PROBLEM DETAILS: Taking the line with "M 1888,238 L" as the first and the line with "M 1754,598 L" as the last, set down exactly every line in that range from the entries below, and no more.

WORKING DATA:
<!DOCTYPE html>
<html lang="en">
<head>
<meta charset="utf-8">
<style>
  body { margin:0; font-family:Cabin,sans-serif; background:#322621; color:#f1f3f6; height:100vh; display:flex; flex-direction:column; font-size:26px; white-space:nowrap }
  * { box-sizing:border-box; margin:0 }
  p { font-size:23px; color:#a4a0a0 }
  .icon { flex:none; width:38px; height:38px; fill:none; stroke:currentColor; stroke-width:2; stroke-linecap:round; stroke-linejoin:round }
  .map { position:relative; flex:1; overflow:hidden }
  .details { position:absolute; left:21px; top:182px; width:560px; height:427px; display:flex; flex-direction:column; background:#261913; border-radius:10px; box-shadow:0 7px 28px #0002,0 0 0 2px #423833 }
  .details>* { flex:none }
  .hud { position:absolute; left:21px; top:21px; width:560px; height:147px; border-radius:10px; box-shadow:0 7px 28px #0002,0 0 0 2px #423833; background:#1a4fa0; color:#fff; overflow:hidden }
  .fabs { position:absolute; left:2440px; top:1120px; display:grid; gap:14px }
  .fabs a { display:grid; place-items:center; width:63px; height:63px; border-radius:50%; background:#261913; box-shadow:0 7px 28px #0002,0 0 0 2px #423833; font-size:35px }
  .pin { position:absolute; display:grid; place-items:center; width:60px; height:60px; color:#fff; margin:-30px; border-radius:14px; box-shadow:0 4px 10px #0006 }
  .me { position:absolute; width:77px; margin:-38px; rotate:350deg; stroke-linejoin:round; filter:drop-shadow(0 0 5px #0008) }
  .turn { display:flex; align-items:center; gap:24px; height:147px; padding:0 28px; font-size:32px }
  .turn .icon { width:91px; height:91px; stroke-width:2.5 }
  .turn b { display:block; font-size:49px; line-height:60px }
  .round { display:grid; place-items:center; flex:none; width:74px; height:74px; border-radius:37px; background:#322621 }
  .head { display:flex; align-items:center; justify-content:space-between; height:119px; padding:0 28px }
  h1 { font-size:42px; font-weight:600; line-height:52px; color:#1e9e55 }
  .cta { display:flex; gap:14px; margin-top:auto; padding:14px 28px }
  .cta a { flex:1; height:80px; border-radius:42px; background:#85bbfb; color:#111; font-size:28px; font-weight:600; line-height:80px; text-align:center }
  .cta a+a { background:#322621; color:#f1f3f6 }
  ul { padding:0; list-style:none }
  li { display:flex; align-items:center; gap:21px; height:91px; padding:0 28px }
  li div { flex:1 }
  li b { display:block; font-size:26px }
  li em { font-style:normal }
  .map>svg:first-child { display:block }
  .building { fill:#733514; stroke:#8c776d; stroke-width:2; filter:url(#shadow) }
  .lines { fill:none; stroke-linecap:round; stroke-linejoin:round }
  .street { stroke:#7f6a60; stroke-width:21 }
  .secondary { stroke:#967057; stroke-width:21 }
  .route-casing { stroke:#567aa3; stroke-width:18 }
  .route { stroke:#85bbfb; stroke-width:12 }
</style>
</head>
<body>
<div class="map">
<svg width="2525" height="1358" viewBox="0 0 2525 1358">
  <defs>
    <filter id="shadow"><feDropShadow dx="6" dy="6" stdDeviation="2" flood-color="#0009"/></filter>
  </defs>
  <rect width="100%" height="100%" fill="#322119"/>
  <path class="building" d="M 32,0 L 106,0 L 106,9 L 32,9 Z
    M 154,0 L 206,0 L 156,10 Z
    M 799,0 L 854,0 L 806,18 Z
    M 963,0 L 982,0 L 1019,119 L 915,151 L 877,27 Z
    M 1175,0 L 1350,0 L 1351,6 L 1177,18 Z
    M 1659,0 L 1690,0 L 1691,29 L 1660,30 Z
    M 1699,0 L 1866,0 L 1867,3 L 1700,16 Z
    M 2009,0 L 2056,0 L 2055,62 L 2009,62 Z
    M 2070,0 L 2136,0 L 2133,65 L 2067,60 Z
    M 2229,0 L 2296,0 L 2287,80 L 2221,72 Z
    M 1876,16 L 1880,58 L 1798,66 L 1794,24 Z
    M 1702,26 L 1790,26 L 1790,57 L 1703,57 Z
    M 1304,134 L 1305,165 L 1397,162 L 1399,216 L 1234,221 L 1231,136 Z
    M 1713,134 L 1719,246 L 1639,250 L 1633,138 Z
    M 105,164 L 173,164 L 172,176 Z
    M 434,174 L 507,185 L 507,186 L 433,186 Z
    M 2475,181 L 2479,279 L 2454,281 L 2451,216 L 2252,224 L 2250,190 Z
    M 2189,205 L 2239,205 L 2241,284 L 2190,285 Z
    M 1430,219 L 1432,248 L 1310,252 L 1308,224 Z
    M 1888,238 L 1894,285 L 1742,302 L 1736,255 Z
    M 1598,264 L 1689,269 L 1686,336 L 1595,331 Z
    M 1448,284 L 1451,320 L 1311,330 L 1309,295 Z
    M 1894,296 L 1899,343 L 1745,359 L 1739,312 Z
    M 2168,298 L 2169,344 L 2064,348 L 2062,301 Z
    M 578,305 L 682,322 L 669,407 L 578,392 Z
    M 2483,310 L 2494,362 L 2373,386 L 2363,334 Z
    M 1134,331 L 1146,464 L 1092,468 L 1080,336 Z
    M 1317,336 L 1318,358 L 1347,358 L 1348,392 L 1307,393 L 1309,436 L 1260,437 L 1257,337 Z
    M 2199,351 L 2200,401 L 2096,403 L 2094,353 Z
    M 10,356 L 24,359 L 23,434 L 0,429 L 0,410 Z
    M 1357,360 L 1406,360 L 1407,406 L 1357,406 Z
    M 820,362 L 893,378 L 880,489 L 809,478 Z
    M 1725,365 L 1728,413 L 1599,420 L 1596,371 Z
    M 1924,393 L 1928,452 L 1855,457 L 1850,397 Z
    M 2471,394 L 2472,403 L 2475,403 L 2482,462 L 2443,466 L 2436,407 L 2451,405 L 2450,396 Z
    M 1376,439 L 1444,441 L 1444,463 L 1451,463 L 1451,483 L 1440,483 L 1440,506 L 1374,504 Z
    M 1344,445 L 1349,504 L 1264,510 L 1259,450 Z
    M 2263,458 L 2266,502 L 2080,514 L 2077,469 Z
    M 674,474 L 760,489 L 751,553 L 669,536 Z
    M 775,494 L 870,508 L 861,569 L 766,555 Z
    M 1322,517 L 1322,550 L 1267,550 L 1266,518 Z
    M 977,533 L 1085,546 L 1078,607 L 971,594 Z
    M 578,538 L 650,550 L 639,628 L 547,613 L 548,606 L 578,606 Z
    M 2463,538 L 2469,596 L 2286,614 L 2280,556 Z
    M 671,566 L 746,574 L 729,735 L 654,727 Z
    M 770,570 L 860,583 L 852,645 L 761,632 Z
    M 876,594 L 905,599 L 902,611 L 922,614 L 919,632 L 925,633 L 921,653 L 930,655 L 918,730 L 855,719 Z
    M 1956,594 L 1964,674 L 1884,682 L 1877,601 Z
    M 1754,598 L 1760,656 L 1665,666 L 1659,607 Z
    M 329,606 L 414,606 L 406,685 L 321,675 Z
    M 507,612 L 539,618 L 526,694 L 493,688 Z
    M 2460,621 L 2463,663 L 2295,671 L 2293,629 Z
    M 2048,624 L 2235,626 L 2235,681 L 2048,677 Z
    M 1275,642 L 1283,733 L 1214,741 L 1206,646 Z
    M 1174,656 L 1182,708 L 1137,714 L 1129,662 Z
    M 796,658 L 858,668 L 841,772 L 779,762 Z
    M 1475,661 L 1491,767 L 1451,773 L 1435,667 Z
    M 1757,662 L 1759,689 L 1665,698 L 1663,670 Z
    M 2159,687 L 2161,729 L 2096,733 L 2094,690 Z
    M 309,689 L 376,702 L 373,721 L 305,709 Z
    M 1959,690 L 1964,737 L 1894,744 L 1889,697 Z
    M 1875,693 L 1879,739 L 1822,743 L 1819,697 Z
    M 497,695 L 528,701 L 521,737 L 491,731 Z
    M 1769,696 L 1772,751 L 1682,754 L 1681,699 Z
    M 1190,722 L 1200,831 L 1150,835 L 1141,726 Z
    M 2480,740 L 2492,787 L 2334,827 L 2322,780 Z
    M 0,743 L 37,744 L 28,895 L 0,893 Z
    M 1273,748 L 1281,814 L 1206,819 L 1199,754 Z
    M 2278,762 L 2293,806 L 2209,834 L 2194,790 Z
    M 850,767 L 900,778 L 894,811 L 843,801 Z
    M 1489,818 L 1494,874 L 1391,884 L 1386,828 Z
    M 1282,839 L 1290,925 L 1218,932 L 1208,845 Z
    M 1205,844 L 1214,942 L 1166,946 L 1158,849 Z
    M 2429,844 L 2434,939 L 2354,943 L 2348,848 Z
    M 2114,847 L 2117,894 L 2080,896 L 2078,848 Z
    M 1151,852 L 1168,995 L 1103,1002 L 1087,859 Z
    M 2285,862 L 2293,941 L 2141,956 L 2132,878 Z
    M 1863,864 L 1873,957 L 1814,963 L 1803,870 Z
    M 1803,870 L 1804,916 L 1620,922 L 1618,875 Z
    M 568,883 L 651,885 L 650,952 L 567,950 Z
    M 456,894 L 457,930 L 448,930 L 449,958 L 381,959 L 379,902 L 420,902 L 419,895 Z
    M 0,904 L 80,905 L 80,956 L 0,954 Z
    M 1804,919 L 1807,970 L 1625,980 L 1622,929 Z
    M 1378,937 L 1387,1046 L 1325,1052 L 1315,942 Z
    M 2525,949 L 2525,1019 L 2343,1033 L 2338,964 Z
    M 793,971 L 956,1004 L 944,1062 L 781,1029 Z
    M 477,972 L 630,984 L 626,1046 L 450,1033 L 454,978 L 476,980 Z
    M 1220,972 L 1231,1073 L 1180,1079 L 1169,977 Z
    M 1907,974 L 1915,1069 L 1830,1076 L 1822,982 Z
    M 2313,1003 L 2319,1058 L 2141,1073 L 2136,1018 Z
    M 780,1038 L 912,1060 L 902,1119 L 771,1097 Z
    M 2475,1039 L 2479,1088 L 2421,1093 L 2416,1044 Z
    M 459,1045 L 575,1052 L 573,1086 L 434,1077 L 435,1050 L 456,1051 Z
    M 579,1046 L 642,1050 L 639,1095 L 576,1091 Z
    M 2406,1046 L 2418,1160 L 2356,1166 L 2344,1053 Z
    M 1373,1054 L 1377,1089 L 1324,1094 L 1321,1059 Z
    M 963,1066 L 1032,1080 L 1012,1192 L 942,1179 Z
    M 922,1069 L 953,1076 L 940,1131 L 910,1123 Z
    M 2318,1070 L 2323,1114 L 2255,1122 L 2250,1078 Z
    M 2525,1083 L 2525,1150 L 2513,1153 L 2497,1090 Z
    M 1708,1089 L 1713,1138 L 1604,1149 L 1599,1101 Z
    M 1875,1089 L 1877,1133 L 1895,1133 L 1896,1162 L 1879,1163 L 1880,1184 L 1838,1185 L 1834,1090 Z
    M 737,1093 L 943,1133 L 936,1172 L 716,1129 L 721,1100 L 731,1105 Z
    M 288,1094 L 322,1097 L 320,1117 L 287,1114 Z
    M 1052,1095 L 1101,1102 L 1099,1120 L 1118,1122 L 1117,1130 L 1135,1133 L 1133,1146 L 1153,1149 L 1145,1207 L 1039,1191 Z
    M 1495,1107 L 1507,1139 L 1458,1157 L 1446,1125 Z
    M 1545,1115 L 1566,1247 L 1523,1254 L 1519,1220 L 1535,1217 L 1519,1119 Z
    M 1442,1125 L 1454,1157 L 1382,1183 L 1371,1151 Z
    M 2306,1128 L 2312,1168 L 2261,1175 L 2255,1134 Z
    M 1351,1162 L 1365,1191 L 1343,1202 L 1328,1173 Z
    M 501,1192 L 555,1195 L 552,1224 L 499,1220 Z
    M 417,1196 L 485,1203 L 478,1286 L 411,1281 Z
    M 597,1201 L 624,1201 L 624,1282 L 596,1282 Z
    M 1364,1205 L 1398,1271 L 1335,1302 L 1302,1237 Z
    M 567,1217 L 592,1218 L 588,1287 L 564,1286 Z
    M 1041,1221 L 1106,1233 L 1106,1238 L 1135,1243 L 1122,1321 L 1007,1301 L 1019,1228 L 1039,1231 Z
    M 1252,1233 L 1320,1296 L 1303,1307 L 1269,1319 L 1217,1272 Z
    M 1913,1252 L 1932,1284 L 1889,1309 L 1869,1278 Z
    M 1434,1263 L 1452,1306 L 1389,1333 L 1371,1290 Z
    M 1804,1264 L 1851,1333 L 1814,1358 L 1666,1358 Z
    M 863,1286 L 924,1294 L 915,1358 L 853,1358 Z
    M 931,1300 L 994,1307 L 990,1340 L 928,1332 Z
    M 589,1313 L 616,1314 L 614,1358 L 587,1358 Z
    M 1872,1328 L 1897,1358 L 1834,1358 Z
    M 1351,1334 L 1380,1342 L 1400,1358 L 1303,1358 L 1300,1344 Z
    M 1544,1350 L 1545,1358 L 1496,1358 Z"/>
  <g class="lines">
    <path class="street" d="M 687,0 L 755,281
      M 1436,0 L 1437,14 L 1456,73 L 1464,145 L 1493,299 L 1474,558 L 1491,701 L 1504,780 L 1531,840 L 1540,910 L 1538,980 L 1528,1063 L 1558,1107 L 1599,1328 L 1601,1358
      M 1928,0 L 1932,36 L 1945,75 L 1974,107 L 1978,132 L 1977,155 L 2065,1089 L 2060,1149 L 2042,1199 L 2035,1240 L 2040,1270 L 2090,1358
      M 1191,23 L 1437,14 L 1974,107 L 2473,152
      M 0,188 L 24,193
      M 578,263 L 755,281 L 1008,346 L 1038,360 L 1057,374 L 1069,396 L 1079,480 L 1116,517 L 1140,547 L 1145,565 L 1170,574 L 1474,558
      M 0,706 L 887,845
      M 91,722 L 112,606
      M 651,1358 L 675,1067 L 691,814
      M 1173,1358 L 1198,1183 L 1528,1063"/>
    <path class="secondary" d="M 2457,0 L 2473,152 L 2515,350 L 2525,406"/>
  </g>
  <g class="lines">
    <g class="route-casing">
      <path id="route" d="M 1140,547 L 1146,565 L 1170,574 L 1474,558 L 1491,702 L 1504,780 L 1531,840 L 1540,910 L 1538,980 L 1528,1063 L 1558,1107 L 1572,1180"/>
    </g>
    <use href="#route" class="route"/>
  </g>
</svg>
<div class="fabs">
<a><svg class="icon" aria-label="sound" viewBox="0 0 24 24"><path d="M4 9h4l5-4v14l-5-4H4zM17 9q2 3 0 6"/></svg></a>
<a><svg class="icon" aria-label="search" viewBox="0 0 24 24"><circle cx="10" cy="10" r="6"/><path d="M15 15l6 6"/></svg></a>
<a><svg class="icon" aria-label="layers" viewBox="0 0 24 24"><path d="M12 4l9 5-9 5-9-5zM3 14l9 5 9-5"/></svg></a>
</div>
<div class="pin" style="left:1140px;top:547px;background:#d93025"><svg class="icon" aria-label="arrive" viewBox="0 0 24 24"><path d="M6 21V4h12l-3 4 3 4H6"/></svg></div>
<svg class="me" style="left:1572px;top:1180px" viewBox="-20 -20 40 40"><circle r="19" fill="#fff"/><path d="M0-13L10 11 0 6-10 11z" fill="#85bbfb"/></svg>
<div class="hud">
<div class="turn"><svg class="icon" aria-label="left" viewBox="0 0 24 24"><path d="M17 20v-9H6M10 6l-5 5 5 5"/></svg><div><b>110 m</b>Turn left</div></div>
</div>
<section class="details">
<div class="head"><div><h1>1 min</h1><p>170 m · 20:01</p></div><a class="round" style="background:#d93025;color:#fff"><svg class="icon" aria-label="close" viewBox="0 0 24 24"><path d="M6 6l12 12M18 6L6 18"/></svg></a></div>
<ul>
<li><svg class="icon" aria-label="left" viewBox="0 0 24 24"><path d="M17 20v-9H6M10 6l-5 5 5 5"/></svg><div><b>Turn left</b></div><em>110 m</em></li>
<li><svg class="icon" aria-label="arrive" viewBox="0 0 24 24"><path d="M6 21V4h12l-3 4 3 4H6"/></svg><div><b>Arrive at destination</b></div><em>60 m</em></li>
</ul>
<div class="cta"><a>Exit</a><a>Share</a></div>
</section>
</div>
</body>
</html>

RESULT:
    M 1888,238 L 1894,285 L 1742,302 L 1736,255 Z
    M 1598,264 L 1689,269 L 1686,336 L 1595,331 Z
    M 1448,284 L 1451,320 L 1311,330 L 1309,295 Z
    M 1894,296 L 1899,343 L 1745,359 L 1739,312 Z
    M 2168,298 L 2169,344 L 2064,348 L 2062,301 Z
    M 578,305 L 682,322 L 669,407 L 578,392 Z
    M 2483,310 L 2494,362 L 2373,386 L 2363,334 Z
    M 1134,331 L 1146,464 L 1092,468 L 1080,336 Z
    M 1317,336 L 1318,358 L 1347,358 L 1348,392 L 1307,393 L 1309,436 L 1260,437 L 1257,337 Z
    M 2199,351 L 2200,401 L 2096,403 L 2094,353 Z
    M 10,356 L 24,359 L 23,434 L 0,429 L 0,410 Z
    M 1357,360 L 1406,360 L 1407,406 L 1357,406 Z
    M 820,362 L 893,378 L 880,489 L 809,478 Z
    M 1725,365 L 1728,413 L 1599,420 L 1596,371 Z
    M 1924,393 L 1928,452 L 1855,457 L 1850,397 Z
    M 2471,394 L 2472,403 L 2475,403 L 2482,462 L 2443,466 L 2436,407 L 2451,405 L 2450,396 Z
    M 1376,439 L 1444,441 L 1444,463 L 1451,463 L 1451,483 L 1440,483 L 1440,506 L 1374,504 Z
    M 1344,445 L 1349,504 L 1264,510 L 1259,450 Z
    M 2263,458 L 2266,502 L 2080,514 L 2077,469 Z
    M 674,474 L 760,489 L 751,553 L 669,536 Z
    M 775,494 L 870,508 L 861,569 L 766,555 Z
    M 1322,517 L 1322,550 L 1267,550 L 1266,518 Z
    M 977,533 L 1085,546 L 1078,607 L 971,594 Z
    M 578,538 L 650,550 L 639,628 L 547,613 L 548,606 L 578,606 Z
    M 2463,538 L 2469,596 L 2286,614 L 2280,556 Z
    M 671,566 L 746,574 L 729,735 L 654,727 Z
    M 770,570 L 860,583 L 852,645 L 761,632 Z
    M 876,594 L 905,599 L 902,611 L 922,614 L 919,632 L 925,633 L 921,653 L 930,655 L 918,730 L 855,719 Z
    M 1956,594 L 1964,674 L 1884,682 L 1877,601 Z
    M 1754,598 L 1760,656 L 1665,666 L 1659,607 Z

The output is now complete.